OLEH: TOTO SUHARYA
“Jika
masalah guru tertangani dengan baik, sekitar 70 persen urusan pendidikan di
Indonesia selesai”. (kompas, 28/11/2018). Menyimak pernyataan Menteri
Pendidikan dan Kebudayaan ini, 1000 persen saya setuju sekalipun pernyataannya
hanya sebatas nalar sehat seorang menteri. Masalah mendasar dalam dunia
pendidikan kita adalah kualitas guru. Perhatian pemerintah terhadap guru tidak
boleh mengalami pasang surut. Peradaban boleh berubah, teknologi boleh berubah,
tetapi guru kedudukannya tidak akan tergantikan.
ARTIKEL TELAH DIMUAT DI FORUM GURU PIKIRAN RAKYAT |
Negara-negara
kaya yang banyak membelanjakan dananya untuk pendidikan dapat memberikan
layanan pendidikan yang lebih berkualitas dibanding negara-negara miskin yang
membelanjakan dananya lebih sedikit untuk pendidikan. Sebagai contoh di
negara-negara yang mengalokasikan dana pendidikan lebih besar, satu guru
melayani 20 orang siswa, sedangkan di negara-negara yang kecil alokasi dana
pendidikannya satu orang guru melayani 30 orang siswa. (Orstein & Levine,
2018).
Lebih
lanjut dijelaskan, keberhasilan pendidikan di negara maju, ternyata tidak lepas
dari peran guru berkualitas. Sekalipun pengajaran lebih banyak ceramah dan
siswa menyimak duduk di kursi, pada sekolah dasar di Selandia Baru, mereka
telah menerapkan sistem pengajaran yang menekankan pada keterampilan membaca.

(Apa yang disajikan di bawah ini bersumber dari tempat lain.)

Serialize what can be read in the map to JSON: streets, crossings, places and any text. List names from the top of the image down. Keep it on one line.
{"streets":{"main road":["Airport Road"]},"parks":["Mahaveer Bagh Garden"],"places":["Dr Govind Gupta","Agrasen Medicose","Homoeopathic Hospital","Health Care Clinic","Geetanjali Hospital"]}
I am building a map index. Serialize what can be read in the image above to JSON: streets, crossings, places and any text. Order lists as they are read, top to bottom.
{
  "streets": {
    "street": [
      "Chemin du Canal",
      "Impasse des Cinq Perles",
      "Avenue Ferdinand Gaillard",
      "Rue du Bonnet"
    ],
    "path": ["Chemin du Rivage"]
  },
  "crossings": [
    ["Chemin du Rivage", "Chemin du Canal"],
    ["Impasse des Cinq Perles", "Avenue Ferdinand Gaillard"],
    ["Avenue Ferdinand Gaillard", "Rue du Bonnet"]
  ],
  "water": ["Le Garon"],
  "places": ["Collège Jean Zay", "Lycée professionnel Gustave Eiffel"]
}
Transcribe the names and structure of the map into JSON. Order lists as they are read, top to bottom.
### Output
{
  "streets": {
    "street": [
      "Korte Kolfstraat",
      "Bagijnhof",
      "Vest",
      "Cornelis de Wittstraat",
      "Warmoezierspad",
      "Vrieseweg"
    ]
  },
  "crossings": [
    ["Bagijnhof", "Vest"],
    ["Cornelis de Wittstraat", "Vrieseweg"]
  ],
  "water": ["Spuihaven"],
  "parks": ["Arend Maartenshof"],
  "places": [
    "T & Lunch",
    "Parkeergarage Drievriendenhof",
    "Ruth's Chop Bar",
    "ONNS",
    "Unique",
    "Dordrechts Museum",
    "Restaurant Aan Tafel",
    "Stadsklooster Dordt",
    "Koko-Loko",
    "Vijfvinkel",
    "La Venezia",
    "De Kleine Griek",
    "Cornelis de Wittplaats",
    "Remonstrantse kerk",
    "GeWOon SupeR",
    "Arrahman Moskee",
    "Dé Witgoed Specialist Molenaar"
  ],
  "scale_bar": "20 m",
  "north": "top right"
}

Anak-anak belajar menemukan kontek saat mereka membaca, dari naskah yang
menggunakan bahasa sehari-hari. Pembelajaran ini telah berhasil meningkatkan
kecerdasan anak-anak sampai jenjang perguruan tinggi. Pembelajaran menekankan
pada keterampilan berpikir, didukung oleh guru-guru berkualitas tinggi, dan
sarana prasarana kelas, dan pembaruan alat laboratorium.
Kesimpulan
dari penelitian PISA, TIMMS, PIRLS, menyimpulkan bahwa nilai nasional pada mata
pelajaran seperti membaca, matematika, dan sains cenderung sangat berkorelasi.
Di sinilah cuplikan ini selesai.